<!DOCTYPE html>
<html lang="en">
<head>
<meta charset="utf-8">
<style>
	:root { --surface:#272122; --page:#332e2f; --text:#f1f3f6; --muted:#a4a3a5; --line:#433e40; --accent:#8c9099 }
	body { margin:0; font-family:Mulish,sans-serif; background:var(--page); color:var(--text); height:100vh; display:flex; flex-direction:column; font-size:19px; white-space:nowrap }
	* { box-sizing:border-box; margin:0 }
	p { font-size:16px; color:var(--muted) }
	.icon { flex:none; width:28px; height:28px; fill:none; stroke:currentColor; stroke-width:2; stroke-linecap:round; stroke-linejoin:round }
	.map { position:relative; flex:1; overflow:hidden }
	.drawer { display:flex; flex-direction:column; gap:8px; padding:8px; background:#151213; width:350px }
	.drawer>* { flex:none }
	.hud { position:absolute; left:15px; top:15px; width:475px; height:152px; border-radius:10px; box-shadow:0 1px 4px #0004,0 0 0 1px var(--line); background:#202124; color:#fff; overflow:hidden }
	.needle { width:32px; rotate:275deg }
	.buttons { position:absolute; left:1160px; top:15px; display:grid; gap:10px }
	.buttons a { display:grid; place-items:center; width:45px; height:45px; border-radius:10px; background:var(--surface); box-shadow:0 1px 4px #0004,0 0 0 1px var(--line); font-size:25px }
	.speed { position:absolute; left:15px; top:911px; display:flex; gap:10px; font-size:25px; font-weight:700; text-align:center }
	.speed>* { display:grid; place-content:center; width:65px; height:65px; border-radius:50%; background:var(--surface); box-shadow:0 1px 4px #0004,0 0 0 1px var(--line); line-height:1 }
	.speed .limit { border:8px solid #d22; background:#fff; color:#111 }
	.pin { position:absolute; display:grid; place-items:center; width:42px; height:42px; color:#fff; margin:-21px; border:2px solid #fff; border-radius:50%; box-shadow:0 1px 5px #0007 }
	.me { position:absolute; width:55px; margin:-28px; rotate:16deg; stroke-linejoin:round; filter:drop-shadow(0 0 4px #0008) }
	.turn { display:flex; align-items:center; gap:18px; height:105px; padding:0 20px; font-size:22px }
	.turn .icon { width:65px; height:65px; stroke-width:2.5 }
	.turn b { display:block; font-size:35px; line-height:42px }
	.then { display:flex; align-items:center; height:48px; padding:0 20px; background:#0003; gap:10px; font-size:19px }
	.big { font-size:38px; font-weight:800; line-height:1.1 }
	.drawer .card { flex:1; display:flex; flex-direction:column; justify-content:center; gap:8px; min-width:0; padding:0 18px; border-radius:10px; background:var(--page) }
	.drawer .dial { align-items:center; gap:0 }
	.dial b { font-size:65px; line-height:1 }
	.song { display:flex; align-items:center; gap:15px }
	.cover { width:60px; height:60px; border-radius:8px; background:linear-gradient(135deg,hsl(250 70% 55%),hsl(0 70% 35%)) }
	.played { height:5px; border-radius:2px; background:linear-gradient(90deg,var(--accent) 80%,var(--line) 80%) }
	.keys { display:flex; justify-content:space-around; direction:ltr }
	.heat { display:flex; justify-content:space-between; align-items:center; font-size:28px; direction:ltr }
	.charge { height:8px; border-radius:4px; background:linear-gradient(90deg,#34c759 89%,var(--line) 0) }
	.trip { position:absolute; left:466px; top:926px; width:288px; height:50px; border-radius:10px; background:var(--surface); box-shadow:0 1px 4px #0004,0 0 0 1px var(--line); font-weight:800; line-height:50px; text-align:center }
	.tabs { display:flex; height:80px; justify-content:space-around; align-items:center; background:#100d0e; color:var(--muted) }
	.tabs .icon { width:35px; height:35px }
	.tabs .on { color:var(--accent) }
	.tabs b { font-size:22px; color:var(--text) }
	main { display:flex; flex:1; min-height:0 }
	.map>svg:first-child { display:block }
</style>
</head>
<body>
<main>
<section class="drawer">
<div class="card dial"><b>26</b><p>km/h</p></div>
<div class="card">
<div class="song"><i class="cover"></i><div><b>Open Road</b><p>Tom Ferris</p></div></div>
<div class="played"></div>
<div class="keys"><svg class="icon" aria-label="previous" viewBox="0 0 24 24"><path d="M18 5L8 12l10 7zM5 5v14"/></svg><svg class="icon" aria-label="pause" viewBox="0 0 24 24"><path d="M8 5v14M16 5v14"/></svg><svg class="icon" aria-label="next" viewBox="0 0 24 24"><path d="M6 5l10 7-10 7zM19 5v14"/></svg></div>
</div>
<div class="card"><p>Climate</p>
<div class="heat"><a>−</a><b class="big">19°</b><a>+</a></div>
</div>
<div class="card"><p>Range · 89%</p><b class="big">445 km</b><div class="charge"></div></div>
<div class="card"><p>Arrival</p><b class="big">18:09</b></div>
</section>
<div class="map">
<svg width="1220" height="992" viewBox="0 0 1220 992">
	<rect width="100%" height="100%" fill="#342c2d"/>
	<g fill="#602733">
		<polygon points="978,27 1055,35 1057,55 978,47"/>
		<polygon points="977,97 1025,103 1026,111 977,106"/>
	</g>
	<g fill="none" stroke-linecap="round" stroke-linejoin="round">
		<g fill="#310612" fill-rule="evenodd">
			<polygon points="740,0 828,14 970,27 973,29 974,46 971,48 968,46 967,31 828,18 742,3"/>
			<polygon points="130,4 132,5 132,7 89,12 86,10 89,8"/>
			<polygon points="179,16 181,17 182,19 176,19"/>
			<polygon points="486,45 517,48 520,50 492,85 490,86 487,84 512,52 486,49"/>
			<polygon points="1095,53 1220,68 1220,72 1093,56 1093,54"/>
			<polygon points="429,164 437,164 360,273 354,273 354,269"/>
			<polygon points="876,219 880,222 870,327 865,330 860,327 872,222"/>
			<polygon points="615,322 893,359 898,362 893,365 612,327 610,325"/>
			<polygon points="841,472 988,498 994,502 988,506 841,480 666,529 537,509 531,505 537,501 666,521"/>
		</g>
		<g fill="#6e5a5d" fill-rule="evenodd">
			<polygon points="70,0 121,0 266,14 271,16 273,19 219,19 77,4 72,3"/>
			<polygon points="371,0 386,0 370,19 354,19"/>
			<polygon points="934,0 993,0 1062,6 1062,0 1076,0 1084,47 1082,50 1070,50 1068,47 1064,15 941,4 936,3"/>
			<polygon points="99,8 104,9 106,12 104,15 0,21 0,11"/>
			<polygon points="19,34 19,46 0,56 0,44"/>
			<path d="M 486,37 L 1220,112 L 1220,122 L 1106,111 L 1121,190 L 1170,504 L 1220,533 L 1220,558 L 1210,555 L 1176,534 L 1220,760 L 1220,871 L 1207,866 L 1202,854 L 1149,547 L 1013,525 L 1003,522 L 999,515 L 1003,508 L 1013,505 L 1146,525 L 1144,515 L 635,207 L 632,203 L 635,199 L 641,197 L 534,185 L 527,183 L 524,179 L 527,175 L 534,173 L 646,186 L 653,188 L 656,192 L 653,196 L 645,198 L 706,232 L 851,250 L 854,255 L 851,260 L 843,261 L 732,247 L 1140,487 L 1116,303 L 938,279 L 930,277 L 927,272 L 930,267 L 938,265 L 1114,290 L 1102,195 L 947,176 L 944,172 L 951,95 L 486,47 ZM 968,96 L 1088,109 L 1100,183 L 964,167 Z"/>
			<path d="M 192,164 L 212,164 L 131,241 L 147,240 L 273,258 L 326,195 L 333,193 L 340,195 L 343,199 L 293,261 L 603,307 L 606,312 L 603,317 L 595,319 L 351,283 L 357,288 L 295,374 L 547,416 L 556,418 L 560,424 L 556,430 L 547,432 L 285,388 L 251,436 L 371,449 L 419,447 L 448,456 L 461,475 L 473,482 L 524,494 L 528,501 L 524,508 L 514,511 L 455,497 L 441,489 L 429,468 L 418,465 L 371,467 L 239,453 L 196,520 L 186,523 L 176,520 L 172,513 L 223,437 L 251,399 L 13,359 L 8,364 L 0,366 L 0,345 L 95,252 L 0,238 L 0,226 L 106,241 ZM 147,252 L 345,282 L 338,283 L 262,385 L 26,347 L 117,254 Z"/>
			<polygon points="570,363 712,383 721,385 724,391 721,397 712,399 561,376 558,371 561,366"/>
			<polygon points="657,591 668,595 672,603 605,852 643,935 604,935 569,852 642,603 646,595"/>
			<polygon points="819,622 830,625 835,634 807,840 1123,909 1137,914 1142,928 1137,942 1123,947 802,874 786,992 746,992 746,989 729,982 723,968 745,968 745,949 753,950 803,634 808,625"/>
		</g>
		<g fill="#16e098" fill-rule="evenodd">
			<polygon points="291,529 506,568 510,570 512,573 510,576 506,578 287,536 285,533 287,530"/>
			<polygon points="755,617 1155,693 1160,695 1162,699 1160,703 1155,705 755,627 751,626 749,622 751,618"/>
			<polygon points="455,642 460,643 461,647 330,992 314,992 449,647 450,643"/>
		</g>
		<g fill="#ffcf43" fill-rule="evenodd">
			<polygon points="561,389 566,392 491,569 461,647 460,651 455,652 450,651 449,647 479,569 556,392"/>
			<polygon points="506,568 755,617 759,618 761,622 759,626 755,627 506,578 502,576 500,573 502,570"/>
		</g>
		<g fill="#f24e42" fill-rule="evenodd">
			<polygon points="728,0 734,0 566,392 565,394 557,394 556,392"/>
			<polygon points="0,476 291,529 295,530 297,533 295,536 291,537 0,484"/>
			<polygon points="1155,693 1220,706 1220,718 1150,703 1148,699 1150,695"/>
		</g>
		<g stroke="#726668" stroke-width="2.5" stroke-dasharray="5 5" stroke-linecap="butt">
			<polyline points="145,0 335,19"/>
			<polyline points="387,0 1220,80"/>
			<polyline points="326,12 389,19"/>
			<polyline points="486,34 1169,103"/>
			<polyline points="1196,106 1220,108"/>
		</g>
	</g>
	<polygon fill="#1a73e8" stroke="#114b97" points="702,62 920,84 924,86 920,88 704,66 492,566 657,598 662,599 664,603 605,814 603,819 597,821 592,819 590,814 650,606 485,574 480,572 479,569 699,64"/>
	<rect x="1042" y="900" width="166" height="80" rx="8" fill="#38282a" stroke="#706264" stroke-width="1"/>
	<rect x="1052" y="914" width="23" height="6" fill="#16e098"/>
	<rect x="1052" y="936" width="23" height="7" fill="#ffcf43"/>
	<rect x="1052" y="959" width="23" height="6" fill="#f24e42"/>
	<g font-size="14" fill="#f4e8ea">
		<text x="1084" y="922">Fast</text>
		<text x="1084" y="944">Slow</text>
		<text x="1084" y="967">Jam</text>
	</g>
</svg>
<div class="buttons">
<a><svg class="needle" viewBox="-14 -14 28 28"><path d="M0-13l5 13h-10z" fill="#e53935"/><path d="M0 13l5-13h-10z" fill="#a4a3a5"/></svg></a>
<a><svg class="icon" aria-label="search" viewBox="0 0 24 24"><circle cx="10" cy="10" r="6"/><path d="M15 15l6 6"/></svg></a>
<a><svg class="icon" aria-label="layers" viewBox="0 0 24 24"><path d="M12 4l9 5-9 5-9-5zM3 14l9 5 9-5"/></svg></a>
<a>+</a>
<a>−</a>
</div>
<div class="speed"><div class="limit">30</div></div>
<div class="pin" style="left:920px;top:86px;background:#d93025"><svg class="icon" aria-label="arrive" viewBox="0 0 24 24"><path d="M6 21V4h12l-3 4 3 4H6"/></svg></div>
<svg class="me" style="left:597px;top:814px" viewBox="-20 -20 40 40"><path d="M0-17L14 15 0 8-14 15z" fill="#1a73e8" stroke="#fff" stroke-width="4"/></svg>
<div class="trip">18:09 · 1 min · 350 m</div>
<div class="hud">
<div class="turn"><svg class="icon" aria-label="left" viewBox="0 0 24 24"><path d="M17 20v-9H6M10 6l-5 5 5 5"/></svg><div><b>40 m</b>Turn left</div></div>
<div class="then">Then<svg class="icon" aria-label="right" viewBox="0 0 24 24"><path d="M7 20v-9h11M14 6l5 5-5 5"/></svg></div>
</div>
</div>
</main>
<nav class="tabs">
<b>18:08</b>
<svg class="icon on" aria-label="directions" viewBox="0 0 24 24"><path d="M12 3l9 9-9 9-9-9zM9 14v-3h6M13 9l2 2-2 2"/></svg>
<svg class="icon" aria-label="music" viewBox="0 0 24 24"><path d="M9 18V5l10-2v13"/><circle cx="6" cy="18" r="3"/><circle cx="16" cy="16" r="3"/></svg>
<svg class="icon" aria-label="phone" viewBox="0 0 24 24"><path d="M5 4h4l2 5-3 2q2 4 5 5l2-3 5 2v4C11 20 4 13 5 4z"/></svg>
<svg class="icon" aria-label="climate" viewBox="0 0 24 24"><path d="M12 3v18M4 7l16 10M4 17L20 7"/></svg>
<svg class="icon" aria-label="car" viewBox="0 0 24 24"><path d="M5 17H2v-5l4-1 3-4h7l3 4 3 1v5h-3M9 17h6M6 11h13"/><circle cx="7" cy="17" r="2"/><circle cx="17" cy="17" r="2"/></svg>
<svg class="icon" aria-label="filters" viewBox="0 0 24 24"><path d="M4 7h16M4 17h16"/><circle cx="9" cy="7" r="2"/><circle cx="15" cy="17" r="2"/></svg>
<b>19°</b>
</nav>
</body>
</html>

__About this exercise__.
From the records above, print only the lines between the one holding "display:flex; align-items:center; gap:18px;" and the one holding "display:flex; justify-content:space-between; align-items:center;", inclusive, exactly as they stand.

__Finished task__.
	.turn { display:flex; align-items:center; gap:18px; height:105px; padding:0 20px; font-size:22px }
	.turn .icon { width:65px; height:65px; stroke-width:2.5 }
	.turn b { display:block; font-size:35px; line-height:42px }
	.then { display:flex; align-items:center; height:48px; padding:0 20px; background:#0003; gap:10px; font-size:19px }
	.big { font-size:38px; font-weight:800; line-height:1.1 }
	.drawer .card { flex:1; display:flex; flex-direction:column; justify-content:center; gap:8px; min-width:0; padding:0 18px; border-radius:10px; background:var(--page) }
	.drawer .dial { align-items:center; gap:0 }
	.dial b { font-size:65px; line-height:1 }
	.song { display:flex; align-items:center; gap:15px }
	.cover { width:60px; height:60px; border-radius:8px; background:linear-gradient(135deg,hsl(250 70% 55%),hsl(0 70% 35%)) }
	.played { height:5px; border-radius:2px; background:linear-gradient(90deg,var(--accent) 80%,var(--line) 80%) }
	.keys { display:flex; justify-content:space-around; direction:ltr }
	.heat { display:flex; justify-content:space-between; align-items:center; font-size:28px; direction:ltr }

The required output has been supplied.